### [Activity]
Word for word, repeat each line of the listing below.

### [Given material]
• • • • •

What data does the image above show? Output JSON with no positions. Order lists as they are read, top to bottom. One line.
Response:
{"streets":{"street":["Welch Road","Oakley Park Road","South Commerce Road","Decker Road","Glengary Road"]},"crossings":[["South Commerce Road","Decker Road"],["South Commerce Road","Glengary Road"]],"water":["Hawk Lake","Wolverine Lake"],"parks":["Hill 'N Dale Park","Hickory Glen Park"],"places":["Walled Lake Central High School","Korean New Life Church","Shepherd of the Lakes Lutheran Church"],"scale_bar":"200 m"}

• • • • •

### [Problem solution]
What data does the image above show? Output JSON with no positions. Order lists as they are read, top to bottom. One line.
Response:
{"streets":{"street":["Welch Road","Oakley Park Road","South Commerce Road","Decker Road","Glengary Road"]},"crossings":[["South Commerce Road","Decker Road"],["South Commerce Road","Glengary Road"]],"water":["Hawk Lake","Wolverine Lake"],"parks":["Hill 'N Dale Park","Hickory Glen Park"],"places":["Walled Lake Central High School","Korean New Life Church","Shepherd of the Lakes Lutheran Church"],"scale_bar":"200 m"}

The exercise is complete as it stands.